Also known as: SDRangel
SDRangel is a free, open-source, cross-platform software-defined radio application that supports a broad range of devices and can run many receive and transmit channels simultaneously.1 Where a typical hobby receiver tunes one signal at a time, SDRangel treats a wideband capture as a workspace on which multiple channel plugins — each a demodulator or modulator — operate in parallel, making it a Swiss-army toolkit rather than a single-purpose receiver.
How it works
SDRangel is organized around device plugins and channel plugins. A device plugin opens a front end — RTL-SDR, Airspy, HackRF, LimeSDR, PlutoSDR, USRP, and more — and produces (or consumes, for transmit-capable radios) a stream of IQ samples spanning the device bandwidth. That wideband stream is fed to any number of channel plugins, each of which digitally tunes to an offset within the band, filters and decimates its slice, and runs a demodulator or modulator.
Channel plugins cover a wide catalog: broadcast and narrowband FM, AM, SSB, several digital-voice modes (D-STAR, DMR, System Fusion/YSF, and P25 via an integrated DSD-style decoder), analog TV, packet, and utility modes, plus a matching set of transmit modulators on TX-capable hardware. A server variant runs headless and is controlled over a REST API, and the whole thing can be scripted for automated monitoring. This parallel, plugin-per-channel architecture is what distinguishes SDRangel from single-VFO receivers.
Relevance to SDR
SDRangel appeals to users who want one program to do a lot: monitor several channels of a band at once, experiment with transmit as well as receive, or decode digital-voice modes without stitching together separate tools. Its built-in digital-voice channels overlap functionally with standalone decoders — it can, for instance, follow some P25 and DMR traffic directly — which makes it a capable all-in-one for casual monitoring across many protocols.

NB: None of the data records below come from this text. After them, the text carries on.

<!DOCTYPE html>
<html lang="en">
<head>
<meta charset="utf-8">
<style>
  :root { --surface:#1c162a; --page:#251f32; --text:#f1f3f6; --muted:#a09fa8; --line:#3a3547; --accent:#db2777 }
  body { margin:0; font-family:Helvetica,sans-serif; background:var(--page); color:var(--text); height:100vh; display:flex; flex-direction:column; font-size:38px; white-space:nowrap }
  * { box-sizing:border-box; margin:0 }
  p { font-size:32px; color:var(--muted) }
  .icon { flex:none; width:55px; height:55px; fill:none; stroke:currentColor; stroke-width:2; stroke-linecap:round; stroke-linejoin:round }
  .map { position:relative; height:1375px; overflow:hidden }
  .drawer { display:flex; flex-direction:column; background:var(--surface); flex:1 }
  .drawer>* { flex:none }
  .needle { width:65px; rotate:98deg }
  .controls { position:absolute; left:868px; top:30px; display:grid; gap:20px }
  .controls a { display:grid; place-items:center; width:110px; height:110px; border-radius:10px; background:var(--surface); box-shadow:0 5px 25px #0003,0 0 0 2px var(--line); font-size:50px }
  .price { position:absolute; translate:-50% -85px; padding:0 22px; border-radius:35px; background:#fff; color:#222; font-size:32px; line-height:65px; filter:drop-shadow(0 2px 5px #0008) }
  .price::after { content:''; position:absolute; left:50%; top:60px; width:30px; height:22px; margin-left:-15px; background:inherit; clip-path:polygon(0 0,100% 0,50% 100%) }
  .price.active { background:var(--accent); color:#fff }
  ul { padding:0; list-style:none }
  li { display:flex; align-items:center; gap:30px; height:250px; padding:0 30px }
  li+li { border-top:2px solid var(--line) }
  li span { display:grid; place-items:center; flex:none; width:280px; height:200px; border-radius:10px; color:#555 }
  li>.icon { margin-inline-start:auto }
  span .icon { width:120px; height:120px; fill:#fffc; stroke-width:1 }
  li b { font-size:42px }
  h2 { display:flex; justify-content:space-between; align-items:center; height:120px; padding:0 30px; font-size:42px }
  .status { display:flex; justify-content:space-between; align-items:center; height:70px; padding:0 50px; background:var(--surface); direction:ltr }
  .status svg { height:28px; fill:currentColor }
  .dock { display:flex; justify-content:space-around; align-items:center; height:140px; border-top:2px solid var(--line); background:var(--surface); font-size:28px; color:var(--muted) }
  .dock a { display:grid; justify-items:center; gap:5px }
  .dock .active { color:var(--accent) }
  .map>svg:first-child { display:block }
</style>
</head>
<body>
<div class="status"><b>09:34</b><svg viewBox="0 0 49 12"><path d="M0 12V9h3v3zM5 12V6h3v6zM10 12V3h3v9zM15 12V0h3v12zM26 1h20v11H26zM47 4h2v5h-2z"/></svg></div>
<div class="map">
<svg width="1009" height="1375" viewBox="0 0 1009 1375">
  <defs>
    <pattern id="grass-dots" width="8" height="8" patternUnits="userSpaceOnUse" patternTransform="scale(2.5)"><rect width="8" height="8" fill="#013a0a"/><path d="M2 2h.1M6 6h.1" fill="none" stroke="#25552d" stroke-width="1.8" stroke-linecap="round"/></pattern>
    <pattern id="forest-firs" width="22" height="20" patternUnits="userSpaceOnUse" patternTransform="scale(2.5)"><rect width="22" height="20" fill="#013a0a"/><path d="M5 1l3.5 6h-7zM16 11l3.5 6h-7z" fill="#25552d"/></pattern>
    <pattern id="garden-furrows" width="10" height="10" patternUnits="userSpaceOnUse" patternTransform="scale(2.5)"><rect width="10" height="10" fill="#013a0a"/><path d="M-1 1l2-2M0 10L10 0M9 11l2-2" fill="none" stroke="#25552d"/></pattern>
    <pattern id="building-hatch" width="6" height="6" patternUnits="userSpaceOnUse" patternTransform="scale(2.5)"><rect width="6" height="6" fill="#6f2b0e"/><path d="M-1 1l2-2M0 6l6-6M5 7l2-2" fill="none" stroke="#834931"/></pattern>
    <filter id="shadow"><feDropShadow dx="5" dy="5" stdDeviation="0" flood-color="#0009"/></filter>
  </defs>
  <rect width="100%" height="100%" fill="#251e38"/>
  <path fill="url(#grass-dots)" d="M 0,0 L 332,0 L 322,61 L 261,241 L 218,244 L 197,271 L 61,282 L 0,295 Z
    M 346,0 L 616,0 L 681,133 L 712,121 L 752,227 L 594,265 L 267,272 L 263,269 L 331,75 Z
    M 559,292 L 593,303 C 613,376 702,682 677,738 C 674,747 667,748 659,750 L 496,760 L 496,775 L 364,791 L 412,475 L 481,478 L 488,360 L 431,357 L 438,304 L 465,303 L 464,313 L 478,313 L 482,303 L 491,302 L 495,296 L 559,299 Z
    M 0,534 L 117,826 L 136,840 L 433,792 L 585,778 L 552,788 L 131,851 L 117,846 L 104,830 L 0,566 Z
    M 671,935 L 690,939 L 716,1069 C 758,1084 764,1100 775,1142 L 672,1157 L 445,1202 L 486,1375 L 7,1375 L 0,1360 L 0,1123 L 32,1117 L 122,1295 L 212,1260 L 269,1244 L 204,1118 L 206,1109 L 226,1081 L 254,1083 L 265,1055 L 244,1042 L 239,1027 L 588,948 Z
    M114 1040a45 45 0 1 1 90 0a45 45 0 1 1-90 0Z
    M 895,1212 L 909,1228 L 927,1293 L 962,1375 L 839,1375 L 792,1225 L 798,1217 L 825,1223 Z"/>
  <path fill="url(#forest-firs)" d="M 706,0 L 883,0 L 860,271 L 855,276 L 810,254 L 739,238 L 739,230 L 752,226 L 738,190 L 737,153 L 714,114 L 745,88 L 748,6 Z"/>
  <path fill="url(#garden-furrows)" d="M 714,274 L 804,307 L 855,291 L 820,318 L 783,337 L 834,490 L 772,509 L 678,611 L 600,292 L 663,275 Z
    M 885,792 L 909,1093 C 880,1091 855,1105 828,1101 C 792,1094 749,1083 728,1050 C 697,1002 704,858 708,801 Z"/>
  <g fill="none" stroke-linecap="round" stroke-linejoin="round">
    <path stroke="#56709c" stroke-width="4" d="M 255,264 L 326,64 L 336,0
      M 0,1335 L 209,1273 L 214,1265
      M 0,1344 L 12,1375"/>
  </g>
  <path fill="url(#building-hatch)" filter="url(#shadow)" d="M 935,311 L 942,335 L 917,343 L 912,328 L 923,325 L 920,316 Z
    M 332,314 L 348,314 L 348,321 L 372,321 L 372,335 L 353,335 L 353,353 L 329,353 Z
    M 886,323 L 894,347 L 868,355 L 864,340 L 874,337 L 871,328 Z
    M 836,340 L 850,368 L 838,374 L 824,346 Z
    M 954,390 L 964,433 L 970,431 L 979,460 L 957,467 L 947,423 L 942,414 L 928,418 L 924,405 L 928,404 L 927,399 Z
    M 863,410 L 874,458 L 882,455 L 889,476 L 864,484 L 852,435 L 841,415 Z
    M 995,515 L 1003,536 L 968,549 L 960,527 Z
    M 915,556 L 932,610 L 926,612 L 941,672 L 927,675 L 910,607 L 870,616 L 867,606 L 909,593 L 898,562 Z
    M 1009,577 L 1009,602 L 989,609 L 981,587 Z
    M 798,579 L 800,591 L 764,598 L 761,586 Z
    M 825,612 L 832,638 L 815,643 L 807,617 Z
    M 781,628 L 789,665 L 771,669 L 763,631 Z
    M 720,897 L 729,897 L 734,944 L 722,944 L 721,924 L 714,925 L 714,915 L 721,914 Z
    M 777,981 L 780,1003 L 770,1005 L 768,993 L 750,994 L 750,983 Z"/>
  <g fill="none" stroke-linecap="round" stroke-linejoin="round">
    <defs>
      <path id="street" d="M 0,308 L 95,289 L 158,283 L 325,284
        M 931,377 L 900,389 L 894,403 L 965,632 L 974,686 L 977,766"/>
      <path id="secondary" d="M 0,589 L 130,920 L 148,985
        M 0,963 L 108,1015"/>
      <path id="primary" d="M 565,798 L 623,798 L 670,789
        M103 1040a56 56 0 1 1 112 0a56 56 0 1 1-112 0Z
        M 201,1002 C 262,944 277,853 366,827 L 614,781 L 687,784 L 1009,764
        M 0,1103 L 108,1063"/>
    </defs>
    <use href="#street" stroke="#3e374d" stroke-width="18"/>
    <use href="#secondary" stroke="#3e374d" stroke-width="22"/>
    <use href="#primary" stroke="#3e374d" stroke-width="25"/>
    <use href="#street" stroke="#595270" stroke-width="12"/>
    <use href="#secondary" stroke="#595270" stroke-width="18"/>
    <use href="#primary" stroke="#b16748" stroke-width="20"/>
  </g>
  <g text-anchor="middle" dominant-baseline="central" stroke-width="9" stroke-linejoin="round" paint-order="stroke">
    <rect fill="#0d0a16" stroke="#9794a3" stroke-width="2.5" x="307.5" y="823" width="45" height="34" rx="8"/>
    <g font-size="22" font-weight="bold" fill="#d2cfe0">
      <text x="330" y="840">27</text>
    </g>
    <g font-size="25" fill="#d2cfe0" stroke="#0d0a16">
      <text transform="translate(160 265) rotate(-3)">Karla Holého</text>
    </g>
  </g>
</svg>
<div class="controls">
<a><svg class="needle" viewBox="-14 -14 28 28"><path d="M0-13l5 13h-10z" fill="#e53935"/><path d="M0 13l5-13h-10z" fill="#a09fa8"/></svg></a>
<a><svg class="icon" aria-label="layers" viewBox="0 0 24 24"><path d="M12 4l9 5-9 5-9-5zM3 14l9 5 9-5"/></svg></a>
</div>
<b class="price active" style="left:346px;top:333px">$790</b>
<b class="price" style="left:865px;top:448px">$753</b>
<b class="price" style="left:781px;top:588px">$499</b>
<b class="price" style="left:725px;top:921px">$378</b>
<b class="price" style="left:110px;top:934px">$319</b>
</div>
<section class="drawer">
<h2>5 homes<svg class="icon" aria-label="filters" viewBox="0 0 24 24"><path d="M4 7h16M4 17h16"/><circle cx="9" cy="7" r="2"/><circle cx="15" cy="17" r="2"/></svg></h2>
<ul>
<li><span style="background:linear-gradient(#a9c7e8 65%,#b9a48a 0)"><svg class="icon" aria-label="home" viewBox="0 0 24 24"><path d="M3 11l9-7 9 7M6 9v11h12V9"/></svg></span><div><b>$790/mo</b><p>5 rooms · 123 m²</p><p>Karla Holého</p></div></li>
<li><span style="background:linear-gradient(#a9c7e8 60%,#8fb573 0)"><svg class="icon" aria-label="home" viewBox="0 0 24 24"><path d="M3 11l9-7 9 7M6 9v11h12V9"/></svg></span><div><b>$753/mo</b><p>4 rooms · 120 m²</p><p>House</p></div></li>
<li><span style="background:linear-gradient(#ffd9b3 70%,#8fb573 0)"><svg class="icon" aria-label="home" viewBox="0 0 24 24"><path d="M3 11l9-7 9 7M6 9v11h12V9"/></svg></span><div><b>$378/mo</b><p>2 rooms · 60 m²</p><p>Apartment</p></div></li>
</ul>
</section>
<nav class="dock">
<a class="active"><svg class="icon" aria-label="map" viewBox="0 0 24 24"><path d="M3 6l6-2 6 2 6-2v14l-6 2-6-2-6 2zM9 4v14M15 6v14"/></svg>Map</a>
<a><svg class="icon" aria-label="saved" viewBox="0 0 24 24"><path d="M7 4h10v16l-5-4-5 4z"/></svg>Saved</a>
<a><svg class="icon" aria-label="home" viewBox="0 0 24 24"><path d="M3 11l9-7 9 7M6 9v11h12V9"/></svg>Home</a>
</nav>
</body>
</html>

GopherTrunk is a separate project and shares no code with SDRangel; the two are functionally adjacent in that both can turn digital-voice IQ into audio. The differences are in scope and shape: GopherTrunk is a headless, pure-Go scanner focused specifically on trunked-radio control-channel following and channel-grant tracking across systems (P25, DMR, NXDN, TETRA, and others), shipping as a single static binary; SDRangel is a broad Qt GUI toolkit whose digital modes are a subset of its features and whose trunk-following is not its central purpose. They can share the same front-end hardware, and an operator might use SDRangel’s multi-channel view to survey a band before dedicating GopherTrunk to a specific trunked system.